Türkiye Odalar ve Borsalar Birliği ve DEİK (Dış Ekonomik İlişkiler Kurulu) işbirliği ile Türk-Belçika İş Forumu düzenlendi. İstanbul’da gerçekleştirilen foruma Türkiye Odalar ve Borsalar Birliği’ni temsilen TOBB Yönetim Kurulu Üyesi ve Eskişehir Ticaret Odası Başkanı Harun Karacan, Belçika Veliaht Prensi Philippe, Belçika Başbakan Yardımcısı, Dış İşleri, Dış Ticaret ve Avrupa İşleri Bakanı Didier Reynders ve Ekonomi Bakanı Zafer Çağlayan’ın yanı sıra TİM Başkanı Mehmet Büyükekşi, TÜMSİAD Başkanı Hasan Sert, Türk-Belçika İş Konseyi Başkanı Pınar Eczacıbaşı, Türk - AB İş Konseyleri Koordinatör Başkanı Feyhan Yaşar, Türk- Belçika- Lüksemburg Ticaret Odası Başkanı Aykut Eken katıldı.
Belçika ile ticaret hacmimizi 2015 yılında 10 Milyar Dolara çıkarmak istiyoruz
Türk-Belçika İş Forumu’nun açılışında bir konuşma yapan TOBB Yönetim Kurulu Üyesi ve Eskişehir Ticaret Odası Başkanı Harun Karacan, Türk özel sektörü olarak, Belçika ve ülkemiz ekonomilerinin sahip olduğu önemli potansiyeli, karşılıklı işbirliği anlayışı ile değerlendirmeyi ve ekonomik ilişkileri farklı boyutları ile geliştirmeyi hedeflediklerini söyledi.

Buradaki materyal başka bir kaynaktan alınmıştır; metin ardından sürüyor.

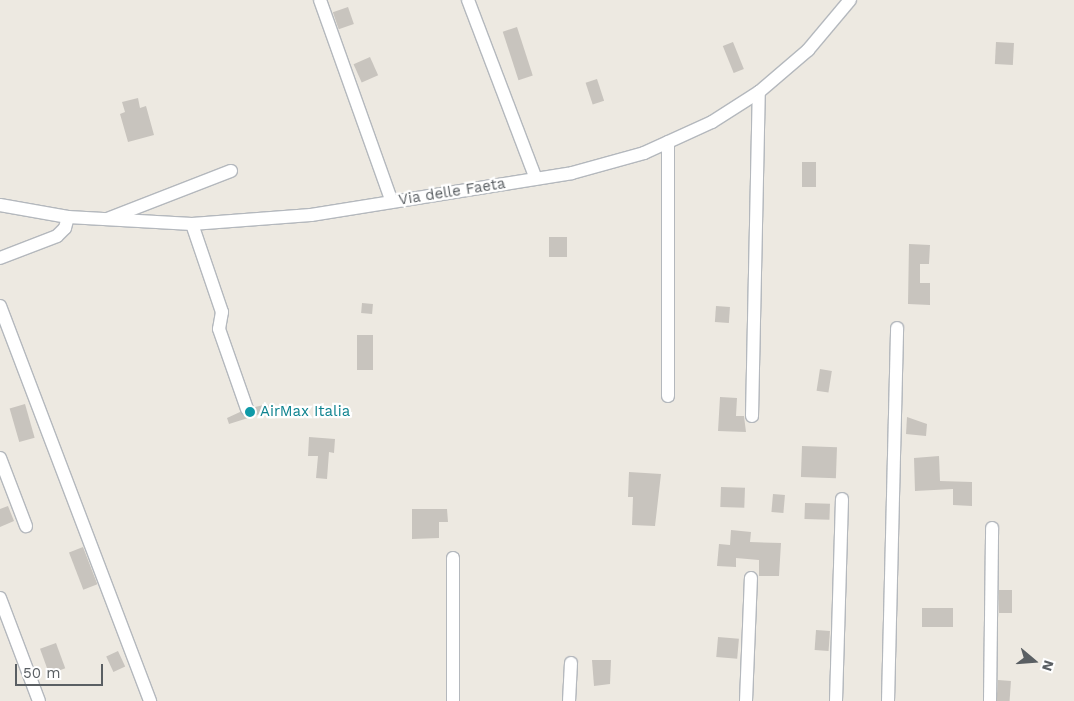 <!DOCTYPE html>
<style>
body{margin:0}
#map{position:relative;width:1074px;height:701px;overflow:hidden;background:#ede9e1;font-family:"Work Sans",sans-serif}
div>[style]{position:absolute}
.building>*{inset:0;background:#c8c4be;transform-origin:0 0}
.roads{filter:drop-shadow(1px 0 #b4b8bd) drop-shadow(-1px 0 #b4b8bd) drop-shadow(0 1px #b4b8bd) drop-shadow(0 -1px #b4b8bd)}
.minor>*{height:12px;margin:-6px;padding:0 6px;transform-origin:6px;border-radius:6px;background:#fff}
.dots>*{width:14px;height:14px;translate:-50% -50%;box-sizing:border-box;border:2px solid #fff;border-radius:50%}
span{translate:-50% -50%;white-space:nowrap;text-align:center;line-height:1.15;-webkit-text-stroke:4.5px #fff;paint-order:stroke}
.street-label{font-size:15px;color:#5a5f63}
.culture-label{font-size:15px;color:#0d838f}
.left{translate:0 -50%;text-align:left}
.north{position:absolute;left:1009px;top:636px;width:50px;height:50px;-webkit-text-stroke:4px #fff;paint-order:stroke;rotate:108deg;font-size:14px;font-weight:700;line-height:20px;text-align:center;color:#5a5f63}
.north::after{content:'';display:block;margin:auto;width:18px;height:22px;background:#5a5f63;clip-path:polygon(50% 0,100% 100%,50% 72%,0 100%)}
.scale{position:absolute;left:15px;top:664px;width:88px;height:22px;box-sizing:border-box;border:2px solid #5a5f63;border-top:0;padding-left:6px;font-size:15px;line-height:18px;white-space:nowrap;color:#5a5f63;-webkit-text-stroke:4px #fff;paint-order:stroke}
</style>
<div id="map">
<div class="building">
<div style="left:348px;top:7px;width:18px;height:16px;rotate:71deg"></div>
<div style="left:517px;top:27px;width:51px;height:15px;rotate:72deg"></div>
<div style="left:733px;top:42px;width:29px;height:11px;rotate:68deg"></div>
<div style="left:996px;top:42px;width:18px;height:22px;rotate:3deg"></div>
<div style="left:370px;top:57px;width:20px;height:18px;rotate:66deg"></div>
<div style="left:597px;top:79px;width:23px;height:12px;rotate:72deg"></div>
<div style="clip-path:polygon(138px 98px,140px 108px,146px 106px,154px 135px,128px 142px,120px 114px,125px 112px,122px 102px)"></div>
<div style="left:802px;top:162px;width:14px;height:25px"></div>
<div style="left:549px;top:237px;width:18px;height:20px"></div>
<div style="clip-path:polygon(909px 244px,930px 245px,929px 264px,920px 264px,920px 283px,930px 283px,930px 305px,908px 304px)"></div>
<div style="left:362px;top:303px;width:11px;height:10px;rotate:5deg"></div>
<div style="left:716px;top:306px;width:14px;height:16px;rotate:4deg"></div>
<div style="left:357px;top:335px;width:16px;height:35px"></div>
<div style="left:820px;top:369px;width:12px;height:22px;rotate:9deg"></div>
<div style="clip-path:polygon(720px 397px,737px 398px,736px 416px,744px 416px,746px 432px,718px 431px)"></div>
<div style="left:25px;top:404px;width:35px;height:16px;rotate:74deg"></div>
<div style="clip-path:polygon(268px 404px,270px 411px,229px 424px,227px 418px,240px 412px,249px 417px,255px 407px)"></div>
<div style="clip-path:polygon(907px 417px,927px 424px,926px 436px,906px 434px)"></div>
<div style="clip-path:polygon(309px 437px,335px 439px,334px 453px,329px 452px,327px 479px,316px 478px,318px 456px,308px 456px)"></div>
<div style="left:802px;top:446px;width:35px;height:31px;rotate:2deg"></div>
<div style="clip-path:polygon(939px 456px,940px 481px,972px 482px,972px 506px,953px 505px,953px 489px,915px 491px,914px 458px)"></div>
<div style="clip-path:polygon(629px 472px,661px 474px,655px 526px,632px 525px,633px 497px,628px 497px)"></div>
<div style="left:721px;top:487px;width:24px;height:20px;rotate:2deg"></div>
<div style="left:773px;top:494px;width:12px;height:18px;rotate:5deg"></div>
<div style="left:805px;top:503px;width:25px;height:16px;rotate:2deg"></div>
<div style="clip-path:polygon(8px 506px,14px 521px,0 527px,0 509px)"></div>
<div style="clip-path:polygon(412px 509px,447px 509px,448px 522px,439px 522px,439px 538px,412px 539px)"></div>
<div style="clip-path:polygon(731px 530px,751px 532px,750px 542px,781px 543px,779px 576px,759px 576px,759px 560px,736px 558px,736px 567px,717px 566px,719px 544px,730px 545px)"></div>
<div style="left:83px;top:547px;width:40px;height:15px;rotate:69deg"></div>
<div style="left:999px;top:590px;width:13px;height:23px"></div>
<div style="left:922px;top:608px;width:31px;height:19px"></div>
<div style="left:816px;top:630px;width:14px;height:20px;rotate:4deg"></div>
<div style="left:718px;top:637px;width:21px;height:20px;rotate:5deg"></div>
<div style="left:56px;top:643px;width:27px;height:17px;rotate:70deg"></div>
<div style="left:118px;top:651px;width:17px;height:13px;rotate:65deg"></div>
<div style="clip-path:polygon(592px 660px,611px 660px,610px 684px,594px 686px)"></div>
<div style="left:998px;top:680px;width:13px;height:21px;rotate:4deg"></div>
</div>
<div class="roads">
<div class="minor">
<div style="left:320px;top:0;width:214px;rotate:70.4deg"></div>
<div style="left:468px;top:0;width:191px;rotate:69.2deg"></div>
<div style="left:0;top:205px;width:69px;rotate:10deg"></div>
<div style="left:68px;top:217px;width:124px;rotate:3.2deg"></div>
<div style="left:192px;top:224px;width:119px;rotate:-4.3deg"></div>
<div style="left:311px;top:215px;width:264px;rotate:-9.1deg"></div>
<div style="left:572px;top:173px;width:75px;rotate:-15.5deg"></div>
<div style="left:644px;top:153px;width:75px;rotate:-24.5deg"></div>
<div style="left:712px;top:122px;width:56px;rotate:-32.6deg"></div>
<div style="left:759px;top:92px;width:65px;rotate:-40.6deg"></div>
<div style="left:808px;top:50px;width:65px;rotate:-50deg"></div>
<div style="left:107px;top:219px;width:133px;rotate:-21.2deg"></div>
<div style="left:192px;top:224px;width:93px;rotate:71.2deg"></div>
<div style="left:222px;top:312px;width:17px;rotate:100deg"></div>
<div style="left:219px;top:329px;width:85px;rotate:70.7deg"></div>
<div style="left:0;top:258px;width:61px;rotate:-21.1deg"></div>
<div style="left:57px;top:236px;width:11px;rotate:-45deg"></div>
<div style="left:65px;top:228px;width:11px;rotate:-75deg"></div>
<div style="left:0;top:306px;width:423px;rotate:69.2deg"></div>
<div style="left:668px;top:396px;width:254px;rotate:-90deg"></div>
<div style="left:752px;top:416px;width:324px;rotate:-88.8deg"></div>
<div style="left:0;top:458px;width:73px;rotate:69.1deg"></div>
<div style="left:0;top:598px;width:110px;rotate:69.3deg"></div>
<div style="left:453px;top:701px;width:143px;rotate:-90deg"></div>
<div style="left:569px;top:701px;width:38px;rotate:-87deg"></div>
<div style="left:746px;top:701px;width:123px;rotate:-87.7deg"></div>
<div style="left:836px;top:701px;width:202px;rotate:-88.3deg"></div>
<div style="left:888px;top:701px;width:373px;rotate:-88.6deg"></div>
<div style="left:990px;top:701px;width:173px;rotate:-89.3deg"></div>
</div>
</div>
<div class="dots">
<div style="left:250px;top:412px;background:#0f9aa8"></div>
</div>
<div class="street-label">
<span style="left:452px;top:192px;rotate:-9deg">Via delle Faeta</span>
</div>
<div class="culture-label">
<span class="left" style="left:260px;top:412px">AirMax Italia</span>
</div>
<div class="north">N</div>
<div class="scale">50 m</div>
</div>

Belçika’da yaklaşık 220 bin Türk’ün yaşadığını belirten, bu sayının bile ülkelerin karşılıklı ekonomik ve ticari ilişkilerin gelişmesi için çok büyük bir etken olduğunu ifade eden Karacan, “Belçika’ya ihracatımız 2011 yılında, 2010 yılına göre yüzde 25 oranında artarak 2,5 milyar dolar seviyesinde gerçekleşmiştir. İthalatımız ise, 4 milyar seviyesinde gerçekleşmiştir. İkili ticaretimizi dengelemek ve ticaret hacmimizi arttırmak ve 2015’e kadar 10 miyar Dolara çıkarmak istiyoruz” diye konuştu.
Vize sorunun çözümü için çaba gösterilmeli
Avrupa Birliği katılım sürecinin, Türkiye’nin ekonomik ve toplumsal dönüşüm süreci için en önemli referans kaynağı olduğunu ifade eden Karacan, “ Dolayısıyla, Türkiye’nin AB katılım süreci devam etmelidir. Türkiye’nin üyeliği, Avrupa Birliği için de kazançtır. Türkiye’nin dış ticaretinin yaklaşık yarısı AB üyesi ülkelerle gerçekleşiyor. Ancak, sattığımız veya satın aldığımız malların nakliyesinde sorunlar, kısıtlamalar ve ekstra maliyetlere katlanmak zorunda kalıyoruz. Taşıma kotalarını aşamıyoruz. Neredeyse yarım asırlık bir geçmişi olan ortaklık ilişkimizin sağladığı imkânlardan tam olarak yararlanamıyoruz. Yine aynı şekilde, Avrupa Birliği’nin imzaladığı serbest ticaret anlaşmaları, asimetrik uygulamalara ve haksız rekabete yol açıyor. Bu doğrultuda, ikili ilişkilerimize sorun teşkil eden bir başka husus da vize konusudur. Malların dolaşımı serbest, ama mal satanın serbest dolaşımı yok. Vize sorunu var. Bu sorunları görmezden gelemeyiz. Çözüm için ortak çaba göstermeliyiz” diye konuştu.